[Stored items]
++++++++++

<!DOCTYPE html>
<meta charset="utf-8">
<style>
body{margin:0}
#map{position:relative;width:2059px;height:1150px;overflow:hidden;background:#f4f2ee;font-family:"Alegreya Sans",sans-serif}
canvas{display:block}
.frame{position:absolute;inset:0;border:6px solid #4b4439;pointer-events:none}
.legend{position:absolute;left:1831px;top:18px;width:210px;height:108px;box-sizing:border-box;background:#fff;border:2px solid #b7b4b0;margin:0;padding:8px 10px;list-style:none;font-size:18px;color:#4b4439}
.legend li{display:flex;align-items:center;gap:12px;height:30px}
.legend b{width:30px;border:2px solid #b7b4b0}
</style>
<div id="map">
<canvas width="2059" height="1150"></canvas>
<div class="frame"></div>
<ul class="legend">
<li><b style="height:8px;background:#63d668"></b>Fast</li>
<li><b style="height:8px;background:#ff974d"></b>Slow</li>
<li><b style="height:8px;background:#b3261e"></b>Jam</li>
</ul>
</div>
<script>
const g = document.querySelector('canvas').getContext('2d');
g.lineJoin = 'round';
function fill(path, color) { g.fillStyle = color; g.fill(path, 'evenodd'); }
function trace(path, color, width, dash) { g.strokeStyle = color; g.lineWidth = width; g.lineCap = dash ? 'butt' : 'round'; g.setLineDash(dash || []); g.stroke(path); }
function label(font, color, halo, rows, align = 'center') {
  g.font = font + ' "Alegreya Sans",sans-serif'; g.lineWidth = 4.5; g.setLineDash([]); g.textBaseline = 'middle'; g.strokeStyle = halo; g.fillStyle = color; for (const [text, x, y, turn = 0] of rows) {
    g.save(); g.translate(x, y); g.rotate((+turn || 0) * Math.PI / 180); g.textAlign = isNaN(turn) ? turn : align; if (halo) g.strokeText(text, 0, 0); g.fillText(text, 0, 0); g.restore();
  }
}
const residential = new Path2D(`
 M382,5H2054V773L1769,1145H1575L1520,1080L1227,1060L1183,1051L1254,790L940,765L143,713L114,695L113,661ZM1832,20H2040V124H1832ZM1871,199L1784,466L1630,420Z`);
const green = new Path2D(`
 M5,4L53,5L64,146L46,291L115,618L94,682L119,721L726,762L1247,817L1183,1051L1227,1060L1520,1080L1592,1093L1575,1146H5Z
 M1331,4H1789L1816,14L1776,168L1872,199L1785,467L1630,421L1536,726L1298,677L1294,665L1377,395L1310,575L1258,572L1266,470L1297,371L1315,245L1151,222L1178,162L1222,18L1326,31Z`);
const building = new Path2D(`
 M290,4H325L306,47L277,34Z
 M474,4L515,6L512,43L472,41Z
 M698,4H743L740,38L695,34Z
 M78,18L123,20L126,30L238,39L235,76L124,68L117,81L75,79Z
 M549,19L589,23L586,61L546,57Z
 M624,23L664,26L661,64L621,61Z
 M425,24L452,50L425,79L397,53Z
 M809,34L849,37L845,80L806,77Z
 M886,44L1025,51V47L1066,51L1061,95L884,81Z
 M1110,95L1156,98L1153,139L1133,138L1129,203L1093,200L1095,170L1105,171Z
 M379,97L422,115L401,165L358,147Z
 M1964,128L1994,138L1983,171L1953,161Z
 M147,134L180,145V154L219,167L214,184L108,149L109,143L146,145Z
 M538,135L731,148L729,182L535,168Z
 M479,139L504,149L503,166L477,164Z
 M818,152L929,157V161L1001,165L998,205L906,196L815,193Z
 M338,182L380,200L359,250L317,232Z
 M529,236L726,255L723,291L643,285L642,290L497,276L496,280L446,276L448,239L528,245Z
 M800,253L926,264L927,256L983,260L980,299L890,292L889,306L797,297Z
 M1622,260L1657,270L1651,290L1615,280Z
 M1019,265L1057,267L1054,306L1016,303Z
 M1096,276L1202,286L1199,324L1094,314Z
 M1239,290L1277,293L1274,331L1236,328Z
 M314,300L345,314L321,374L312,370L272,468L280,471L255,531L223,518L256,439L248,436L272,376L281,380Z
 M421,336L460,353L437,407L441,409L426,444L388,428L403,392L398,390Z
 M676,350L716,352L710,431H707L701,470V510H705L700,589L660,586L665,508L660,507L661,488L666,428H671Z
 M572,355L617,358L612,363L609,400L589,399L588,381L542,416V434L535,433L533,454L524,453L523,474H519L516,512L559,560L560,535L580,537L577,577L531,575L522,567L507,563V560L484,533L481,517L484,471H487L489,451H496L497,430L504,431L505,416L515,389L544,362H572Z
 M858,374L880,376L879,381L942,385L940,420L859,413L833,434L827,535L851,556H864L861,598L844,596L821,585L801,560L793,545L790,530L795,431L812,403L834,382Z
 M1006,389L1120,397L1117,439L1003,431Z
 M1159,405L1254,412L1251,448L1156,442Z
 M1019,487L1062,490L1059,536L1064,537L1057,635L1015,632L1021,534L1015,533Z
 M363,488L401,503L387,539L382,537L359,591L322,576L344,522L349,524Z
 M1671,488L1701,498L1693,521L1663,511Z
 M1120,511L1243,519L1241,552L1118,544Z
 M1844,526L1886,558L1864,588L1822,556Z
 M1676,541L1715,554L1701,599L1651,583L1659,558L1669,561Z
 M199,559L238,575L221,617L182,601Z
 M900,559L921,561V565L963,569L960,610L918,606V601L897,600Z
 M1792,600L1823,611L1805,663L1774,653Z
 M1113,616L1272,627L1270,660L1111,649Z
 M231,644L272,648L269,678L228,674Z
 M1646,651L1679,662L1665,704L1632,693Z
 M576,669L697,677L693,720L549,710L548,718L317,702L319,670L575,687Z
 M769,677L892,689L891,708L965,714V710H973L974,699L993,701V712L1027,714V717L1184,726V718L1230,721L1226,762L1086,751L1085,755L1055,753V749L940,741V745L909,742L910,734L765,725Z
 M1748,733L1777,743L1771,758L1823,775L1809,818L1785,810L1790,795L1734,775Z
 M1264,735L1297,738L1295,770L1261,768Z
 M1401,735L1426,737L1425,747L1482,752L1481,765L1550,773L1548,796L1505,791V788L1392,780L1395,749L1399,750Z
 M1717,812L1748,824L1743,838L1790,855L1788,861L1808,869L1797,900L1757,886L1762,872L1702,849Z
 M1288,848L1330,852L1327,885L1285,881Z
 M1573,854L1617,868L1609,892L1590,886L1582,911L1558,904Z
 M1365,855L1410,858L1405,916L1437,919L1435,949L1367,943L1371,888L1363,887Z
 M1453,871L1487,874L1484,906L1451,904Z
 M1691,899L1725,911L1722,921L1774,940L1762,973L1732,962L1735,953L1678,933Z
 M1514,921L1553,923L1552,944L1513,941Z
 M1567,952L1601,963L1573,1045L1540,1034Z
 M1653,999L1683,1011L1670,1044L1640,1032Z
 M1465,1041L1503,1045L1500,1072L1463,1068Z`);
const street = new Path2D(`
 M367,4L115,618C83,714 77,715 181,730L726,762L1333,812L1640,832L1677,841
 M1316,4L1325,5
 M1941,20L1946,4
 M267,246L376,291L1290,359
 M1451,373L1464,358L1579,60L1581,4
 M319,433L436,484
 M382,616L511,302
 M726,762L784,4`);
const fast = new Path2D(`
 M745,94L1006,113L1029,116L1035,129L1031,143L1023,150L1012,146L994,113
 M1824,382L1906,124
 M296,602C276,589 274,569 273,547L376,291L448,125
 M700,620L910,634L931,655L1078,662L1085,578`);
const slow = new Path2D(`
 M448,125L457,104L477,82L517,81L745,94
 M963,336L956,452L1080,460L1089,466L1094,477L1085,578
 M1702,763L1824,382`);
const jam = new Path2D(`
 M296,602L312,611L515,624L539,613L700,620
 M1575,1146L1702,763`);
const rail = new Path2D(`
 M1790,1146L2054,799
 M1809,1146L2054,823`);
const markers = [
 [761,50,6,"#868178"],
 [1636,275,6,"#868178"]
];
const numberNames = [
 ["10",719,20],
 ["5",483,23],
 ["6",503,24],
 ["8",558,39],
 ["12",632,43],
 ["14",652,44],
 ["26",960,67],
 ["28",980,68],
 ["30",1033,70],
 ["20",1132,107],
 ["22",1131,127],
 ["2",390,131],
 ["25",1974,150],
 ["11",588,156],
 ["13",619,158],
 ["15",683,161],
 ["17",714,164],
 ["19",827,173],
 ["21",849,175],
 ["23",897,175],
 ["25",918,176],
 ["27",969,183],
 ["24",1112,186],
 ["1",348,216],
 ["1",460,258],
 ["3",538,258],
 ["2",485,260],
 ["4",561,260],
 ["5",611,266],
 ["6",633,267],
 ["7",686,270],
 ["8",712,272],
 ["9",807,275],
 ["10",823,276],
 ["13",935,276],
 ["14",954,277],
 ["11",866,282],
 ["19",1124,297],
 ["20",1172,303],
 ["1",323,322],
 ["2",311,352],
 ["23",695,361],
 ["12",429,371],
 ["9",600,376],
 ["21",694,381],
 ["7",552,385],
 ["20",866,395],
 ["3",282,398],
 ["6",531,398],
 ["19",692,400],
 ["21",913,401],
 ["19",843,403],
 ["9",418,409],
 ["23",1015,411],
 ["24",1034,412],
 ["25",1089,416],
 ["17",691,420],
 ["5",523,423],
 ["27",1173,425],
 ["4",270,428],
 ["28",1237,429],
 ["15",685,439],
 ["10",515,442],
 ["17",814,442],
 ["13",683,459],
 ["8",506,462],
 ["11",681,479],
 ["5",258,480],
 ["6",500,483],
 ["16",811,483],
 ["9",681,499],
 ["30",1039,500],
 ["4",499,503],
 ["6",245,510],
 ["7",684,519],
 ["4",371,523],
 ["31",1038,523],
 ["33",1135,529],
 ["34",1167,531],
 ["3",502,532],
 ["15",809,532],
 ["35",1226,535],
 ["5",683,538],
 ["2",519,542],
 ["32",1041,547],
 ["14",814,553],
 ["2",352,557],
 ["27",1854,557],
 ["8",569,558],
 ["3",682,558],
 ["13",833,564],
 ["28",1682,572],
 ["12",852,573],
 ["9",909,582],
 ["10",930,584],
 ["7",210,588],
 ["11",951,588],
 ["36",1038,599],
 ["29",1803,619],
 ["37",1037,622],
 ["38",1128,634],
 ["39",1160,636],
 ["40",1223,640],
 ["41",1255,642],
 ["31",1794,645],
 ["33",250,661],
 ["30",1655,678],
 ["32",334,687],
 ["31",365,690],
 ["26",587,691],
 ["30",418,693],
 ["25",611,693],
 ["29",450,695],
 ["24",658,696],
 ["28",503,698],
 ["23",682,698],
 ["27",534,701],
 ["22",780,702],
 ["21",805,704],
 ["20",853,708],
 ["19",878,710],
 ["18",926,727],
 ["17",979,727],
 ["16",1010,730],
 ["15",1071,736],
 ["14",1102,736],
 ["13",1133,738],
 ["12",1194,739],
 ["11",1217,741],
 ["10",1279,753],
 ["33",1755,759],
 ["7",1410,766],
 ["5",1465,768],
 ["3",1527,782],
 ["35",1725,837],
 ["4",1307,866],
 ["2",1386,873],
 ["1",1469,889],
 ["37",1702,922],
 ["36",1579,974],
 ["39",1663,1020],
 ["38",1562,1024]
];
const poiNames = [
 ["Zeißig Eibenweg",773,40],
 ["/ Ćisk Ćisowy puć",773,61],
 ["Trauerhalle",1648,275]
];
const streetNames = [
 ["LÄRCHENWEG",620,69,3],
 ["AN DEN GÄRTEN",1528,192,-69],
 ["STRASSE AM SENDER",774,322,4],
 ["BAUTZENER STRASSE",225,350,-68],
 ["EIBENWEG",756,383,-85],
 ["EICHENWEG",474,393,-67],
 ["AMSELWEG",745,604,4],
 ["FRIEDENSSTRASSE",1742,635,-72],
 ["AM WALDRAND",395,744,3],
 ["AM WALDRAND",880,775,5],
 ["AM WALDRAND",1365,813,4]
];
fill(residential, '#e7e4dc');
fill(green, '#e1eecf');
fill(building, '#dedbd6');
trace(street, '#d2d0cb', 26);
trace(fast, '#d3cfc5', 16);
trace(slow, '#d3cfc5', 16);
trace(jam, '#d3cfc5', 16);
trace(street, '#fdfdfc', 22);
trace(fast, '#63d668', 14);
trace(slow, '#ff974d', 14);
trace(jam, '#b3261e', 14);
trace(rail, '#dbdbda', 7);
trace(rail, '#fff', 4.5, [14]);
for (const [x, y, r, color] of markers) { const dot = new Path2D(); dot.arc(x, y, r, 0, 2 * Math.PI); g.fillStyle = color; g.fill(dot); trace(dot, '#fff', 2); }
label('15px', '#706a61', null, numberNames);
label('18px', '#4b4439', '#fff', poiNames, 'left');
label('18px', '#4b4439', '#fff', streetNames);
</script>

++++++++++

● EXERCISE BRIEF: In the entries above, the lines from the one bearing "fill(building, '#dedbd6');" up to and including the one bearing "for (const [x, y, r, color]" should be transcribed exactly; no other line is wanted.

● PROBLEM SOLUTION:
fill(building, '#dedbd6');
trace(street, '#d2d0cb', 26);
trace(fast, '#d3cfc5', 16);
trace(slow, '#d3cfc5', 16);
trace(jam, '#d3cfc5', 16);
trace(street, '#fdfdfc', 22);
trace(fast, '#63d668', 14);
trace(slow, '#ff974d', 14);
trace(jam, '#b3261e', 14);
trace(rail, '#dbdbda', 7);
trace(rail, '#fff', 4.5, [14]);
for (const [x, y, r, color] of markers) { const dot = new Path2D(); dot.arc(x, y, r, 0, 2 * Math.PI); g.fillStyle = color; g.fill(dot); trace(dot, '#fff', 2); }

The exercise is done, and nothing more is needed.